Still, this does not stop the good doctor from using her voice to nail her colours to the mast of her political affiliations. 
In the hand-on-heart poem Sold Out to the FDC, this voice is steadfast.  

“If you cut my body With your razor-sharp bayonet You will see sky blue blood. True story! My political party is my life support. I am totally immersed in the opposition. I am sold out to the FDC. Let’s clear the air on this one. Dr Kizza Besigye is my president,” Nyanzi insists. 

The beauty with Nyanzi’s poetry is its sincerity and fealty to the beliefs she holds dear. Add that to her skillful use of words and you have a poetry collection which speaks to the ages. 

Keeping us guessing
Oh, and did I mention that she has used her socials this past week to tease us about the father of her children visiting Germany where she is currently exiled? 

She posted on February 19, thus: “Wisdom from an African feminist Ninja: All single mums need a sofa-bed. When the smooth sly fox bounces back to ‘reconnect with the children’, assign him the sofa-bed in the sitting room. Instruct one of the children to make the father’s bed. This sofa-bed kept my cookie safe!”

When the father of her children left Germany, she wrote, “Every good thing eventually comes to an end! The excitement of Valentine’s Week 2024 in my home is now simmering down. My children escorted their father to the airport. He blew them flying kisses as he walked to security. He flew back to his life. School holidays end tomorrow.”
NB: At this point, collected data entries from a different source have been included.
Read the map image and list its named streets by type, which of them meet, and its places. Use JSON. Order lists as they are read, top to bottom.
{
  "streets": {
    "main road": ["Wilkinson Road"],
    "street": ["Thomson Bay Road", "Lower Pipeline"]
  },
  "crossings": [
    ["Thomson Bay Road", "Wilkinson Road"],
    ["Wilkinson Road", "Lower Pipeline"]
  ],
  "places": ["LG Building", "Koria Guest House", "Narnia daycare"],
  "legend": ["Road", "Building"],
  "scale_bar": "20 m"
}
Then with the cheekiness that has seen her revered and reviled in almost equal measure, she posted on February 20, thus: “Daddy Ous left 2 pairs of boxer shorts hanging neatly on my panty-peg-holder in the bathroom, and his musk scented shower gel besides mine. On the sink, he left his disposable shaver, soap, and toothpaste. Is this inheritance for the children, or territorial marks of his turf?”
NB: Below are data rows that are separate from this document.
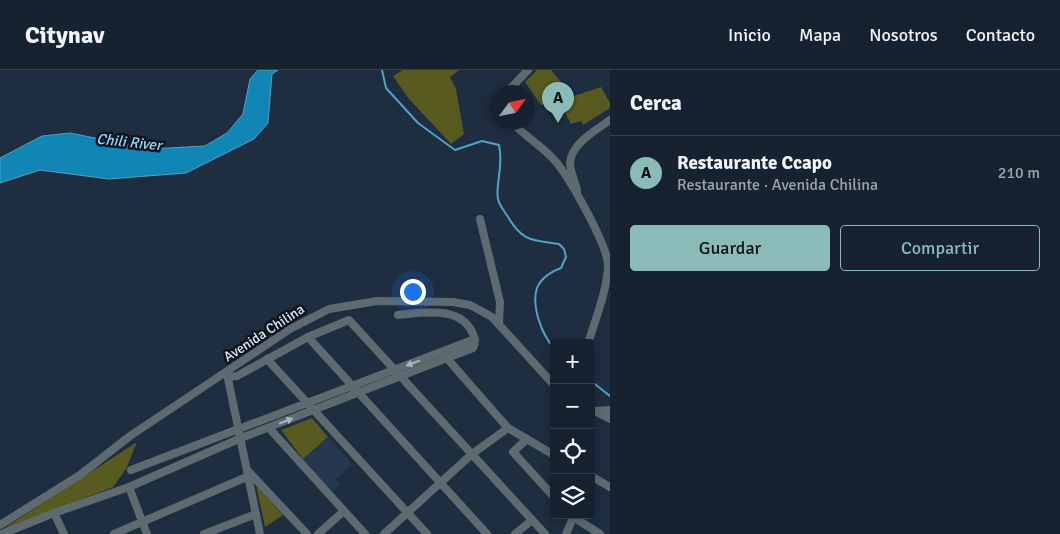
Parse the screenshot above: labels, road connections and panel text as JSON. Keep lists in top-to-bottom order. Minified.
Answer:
{"streets":{"street":["Avenida Chilina"]},"water":["Chili River"],"north":"top right","page":{"header":"Citynav","nav":["Inicio","Mapa","Nosotros","Contacto"],"heading":"Cerca","pins":"A","list":[{"mark":"A","name":"Restaurante Ccapo","note":"Restaurante · Avenida Chilina","value":"210 m"}],"buttons":["Guardar","Compartir"],"map_buttons":["+","−"]}}
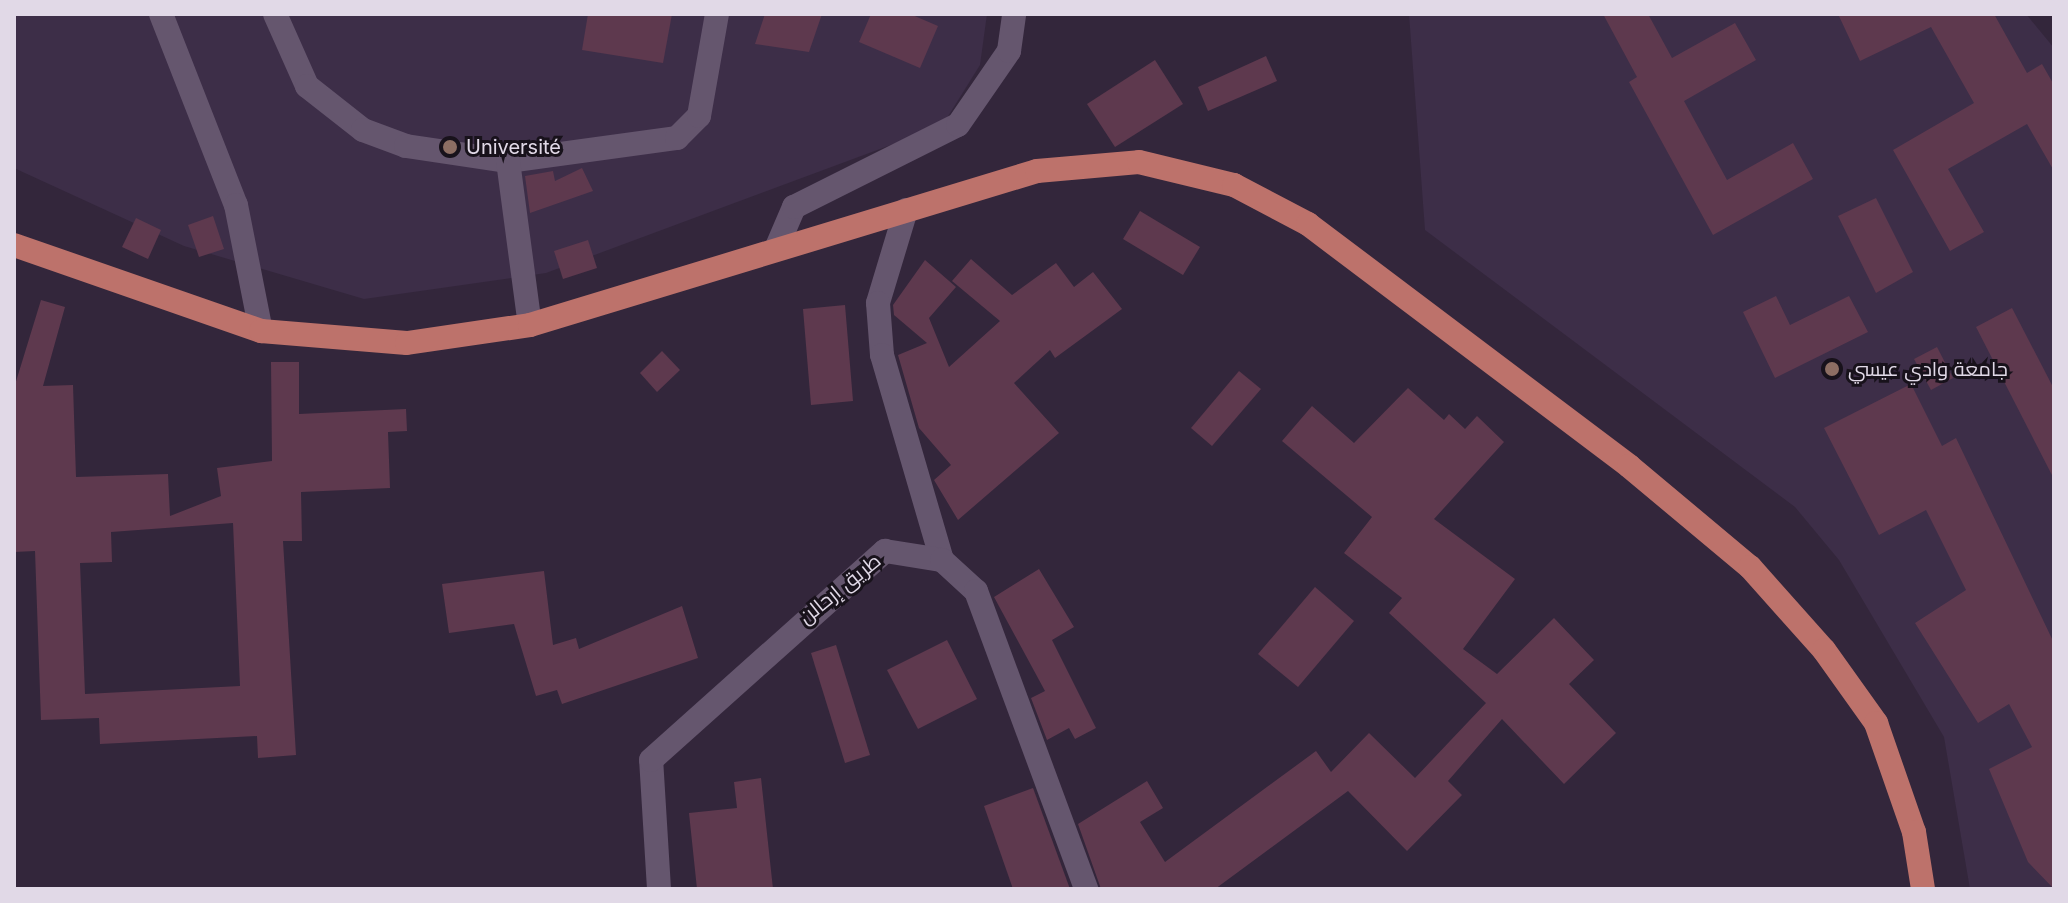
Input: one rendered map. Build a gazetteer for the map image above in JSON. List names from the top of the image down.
{
  "streets": {
    "street": ["طريق إرحالن"]
  },
  "places": ["Université", "جامعة وادي عيسي"]
}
Your guess is as good as mine.

Book cover. 

*Dr Stella Nyanzi’s No Roses From My Mouth was published in 2020. It spans 204 pages, and is available online at, wait for it, no cost.

Did you know...
Dr Stella Nyanzi is a Ugandan medical anthropologist, academic, writer, and activist. She was sentenced to 18 months imprisonment after writing and posting a poem online, in which she criticised President Yoweri Museveni and his mother. After 16 months in prison which were reduced on appeal, she spent three months living in exile in Kenya before returning to Uganda. In January 2022, she left Uganda for Germany.